# markiersperre



## UnrealSoldier (15. März 2003)

Kann mir jemand sagen wie ich eine Markiersperre reinbekomme??

Wäre dankbar!! Ciao


----------



## Andreas Gaisbauer (15. März 2003)

Hi,

3 Möglichkeiten fallen mir spontan ein...

1) Du legst einen Transparenten Layer über die ganze Seite, dann sollten aber die Links, Formulare usw auch nicht mehr zu bedienen sein...

2) Du legst nur über die Bereiche, die nicht markiert werden sollen einen Layer -> kann ziemlich Aufwendig werden...
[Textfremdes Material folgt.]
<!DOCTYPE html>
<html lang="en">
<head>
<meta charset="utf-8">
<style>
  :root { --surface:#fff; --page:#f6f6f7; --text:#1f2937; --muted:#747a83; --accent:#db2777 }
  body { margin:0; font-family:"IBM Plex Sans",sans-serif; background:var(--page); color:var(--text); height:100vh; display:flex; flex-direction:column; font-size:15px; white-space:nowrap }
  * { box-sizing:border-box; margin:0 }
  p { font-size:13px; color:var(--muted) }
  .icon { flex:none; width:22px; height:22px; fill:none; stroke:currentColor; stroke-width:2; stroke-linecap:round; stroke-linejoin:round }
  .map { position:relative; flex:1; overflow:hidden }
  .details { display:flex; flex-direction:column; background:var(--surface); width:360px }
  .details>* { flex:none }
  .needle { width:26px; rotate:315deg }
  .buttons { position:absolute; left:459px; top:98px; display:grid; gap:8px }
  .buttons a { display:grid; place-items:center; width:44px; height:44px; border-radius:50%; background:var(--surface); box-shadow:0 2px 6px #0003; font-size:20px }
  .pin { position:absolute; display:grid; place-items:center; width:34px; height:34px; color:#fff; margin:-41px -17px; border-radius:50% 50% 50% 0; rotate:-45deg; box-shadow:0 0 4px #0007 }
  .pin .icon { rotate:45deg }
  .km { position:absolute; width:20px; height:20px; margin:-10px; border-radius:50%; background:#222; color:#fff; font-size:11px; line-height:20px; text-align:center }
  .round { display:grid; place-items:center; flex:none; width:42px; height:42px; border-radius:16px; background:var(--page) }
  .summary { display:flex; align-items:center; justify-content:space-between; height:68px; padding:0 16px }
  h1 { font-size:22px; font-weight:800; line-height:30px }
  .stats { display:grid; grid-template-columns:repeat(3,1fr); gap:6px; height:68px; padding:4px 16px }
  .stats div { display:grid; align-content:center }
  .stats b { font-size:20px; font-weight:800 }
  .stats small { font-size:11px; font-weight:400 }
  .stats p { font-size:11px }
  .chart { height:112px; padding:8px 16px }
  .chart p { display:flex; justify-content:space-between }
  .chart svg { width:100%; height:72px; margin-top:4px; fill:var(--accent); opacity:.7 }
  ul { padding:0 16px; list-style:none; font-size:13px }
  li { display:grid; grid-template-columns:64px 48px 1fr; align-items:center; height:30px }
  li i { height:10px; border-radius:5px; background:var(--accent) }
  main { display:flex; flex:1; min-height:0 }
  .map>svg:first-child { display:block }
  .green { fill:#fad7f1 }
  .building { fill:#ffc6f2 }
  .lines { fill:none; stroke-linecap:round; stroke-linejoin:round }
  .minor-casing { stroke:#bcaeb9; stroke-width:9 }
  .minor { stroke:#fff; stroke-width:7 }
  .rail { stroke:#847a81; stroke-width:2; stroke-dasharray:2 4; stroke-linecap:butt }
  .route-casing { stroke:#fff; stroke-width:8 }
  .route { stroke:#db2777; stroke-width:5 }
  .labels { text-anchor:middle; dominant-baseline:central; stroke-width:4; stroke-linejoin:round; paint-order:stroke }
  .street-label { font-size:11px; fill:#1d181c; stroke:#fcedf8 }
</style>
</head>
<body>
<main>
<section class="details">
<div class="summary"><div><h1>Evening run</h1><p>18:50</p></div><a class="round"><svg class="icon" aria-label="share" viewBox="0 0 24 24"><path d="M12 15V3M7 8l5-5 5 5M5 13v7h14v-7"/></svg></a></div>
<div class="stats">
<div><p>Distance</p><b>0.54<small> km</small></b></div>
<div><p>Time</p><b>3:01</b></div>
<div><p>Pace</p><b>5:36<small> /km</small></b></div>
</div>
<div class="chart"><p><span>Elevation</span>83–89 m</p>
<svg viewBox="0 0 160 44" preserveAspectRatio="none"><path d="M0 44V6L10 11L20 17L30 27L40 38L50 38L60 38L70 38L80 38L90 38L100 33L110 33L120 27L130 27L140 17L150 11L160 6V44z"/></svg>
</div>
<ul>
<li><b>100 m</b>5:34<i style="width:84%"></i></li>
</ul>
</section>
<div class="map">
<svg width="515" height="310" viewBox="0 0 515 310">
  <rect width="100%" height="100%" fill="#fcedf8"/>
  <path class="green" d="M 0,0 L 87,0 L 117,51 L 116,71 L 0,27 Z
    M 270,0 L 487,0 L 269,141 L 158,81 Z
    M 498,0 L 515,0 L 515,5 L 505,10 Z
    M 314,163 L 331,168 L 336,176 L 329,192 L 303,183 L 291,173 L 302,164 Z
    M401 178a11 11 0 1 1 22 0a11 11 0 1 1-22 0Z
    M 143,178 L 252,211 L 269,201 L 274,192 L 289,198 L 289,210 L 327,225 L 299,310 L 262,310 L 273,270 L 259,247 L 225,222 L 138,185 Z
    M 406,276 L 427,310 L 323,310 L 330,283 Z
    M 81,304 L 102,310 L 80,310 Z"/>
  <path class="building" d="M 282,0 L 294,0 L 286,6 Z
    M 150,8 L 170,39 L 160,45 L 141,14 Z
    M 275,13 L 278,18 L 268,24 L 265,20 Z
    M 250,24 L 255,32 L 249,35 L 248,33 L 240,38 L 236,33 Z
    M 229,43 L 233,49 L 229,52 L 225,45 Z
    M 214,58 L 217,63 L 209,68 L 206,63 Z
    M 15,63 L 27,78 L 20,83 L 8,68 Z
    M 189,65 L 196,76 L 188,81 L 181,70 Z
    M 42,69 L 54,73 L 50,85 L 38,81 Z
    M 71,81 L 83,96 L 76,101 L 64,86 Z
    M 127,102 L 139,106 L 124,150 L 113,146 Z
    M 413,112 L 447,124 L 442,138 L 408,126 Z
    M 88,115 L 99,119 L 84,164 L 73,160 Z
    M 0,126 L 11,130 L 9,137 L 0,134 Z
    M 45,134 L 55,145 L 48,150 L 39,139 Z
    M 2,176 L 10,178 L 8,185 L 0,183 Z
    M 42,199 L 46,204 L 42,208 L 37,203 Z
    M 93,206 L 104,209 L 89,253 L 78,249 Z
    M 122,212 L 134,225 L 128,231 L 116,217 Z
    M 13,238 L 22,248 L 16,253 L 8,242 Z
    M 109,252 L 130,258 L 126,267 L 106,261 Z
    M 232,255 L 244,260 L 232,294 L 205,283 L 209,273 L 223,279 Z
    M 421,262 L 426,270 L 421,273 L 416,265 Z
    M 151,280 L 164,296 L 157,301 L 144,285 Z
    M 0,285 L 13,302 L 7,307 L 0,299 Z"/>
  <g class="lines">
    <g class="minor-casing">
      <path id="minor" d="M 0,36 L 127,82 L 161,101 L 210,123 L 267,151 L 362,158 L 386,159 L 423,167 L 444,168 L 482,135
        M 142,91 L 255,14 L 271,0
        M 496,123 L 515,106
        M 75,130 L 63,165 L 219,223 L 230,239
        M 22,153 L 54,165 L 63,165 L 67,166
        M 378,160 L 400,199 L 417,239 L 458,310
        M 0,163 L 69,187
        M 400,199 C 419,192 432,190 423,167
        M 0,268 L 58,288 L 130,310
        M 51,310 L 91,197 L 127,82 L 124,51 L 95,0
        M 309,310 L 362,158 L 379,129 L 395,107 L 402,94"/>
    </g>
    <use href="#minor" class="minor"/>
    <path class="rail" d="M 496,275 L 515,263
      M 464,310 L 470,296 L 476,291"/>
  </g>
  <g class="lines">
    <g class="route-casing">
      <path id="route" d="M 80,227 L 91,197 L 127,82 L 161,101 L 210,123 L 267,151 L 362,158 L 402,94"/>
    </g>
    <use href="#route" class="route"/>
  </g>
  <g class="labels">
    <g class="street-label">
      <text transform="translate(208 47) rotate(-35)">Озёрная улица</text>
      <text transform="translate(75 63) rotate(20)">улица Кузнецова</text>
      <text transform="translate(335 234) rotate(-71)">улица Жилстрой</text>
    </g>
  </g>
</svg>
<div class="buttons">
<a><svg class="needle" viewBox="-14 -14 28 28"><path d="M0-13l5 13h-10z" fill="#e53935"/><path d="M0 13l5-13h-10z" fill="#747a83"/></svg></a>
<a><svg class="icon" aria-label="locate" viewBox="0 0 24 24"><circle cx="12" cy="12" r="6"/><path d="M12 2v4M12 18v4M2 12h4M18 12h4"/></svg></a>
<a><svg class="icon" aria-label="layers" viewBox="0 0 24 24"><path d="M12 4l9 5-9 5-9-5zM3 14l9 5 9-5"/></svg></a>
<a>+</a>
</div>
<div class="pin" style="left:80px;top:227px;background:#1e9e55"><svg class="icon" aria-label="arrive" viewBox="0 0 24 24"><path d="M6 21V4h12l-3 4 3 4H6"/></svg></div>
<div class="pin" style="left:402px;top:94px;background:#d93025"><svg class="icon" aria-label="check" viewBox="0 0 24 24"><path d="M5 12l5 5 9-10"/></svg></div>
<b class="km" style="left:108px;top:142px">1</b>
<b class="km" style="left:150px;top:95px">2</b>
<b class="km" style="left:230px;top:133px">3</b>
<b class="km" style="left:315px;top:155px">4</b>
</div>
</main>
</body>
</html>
3) Du schaust dir mal das Tutorial von Sam an...

ciao


----------



## UnrealSoldier (15. März 2003)

das dritte hat mir am meisten geholfen danke!!


----------



## Andreas Gaisbauer (15. März 2003)

dachte ich mir ;-]


----------



## UnrealSoldier (15. März 2003)

;-] soso...


----------



## sam (15. März 2003)

oh gott, meine alten tuts  
wird zeit, dass die mal überarbeitet werden


----------



## talis (23. März 2003)

Hi ,

am leichtesten gehts mit:

http://www.aw-soft.com/htmlguard.html 

MFG
Talis


----------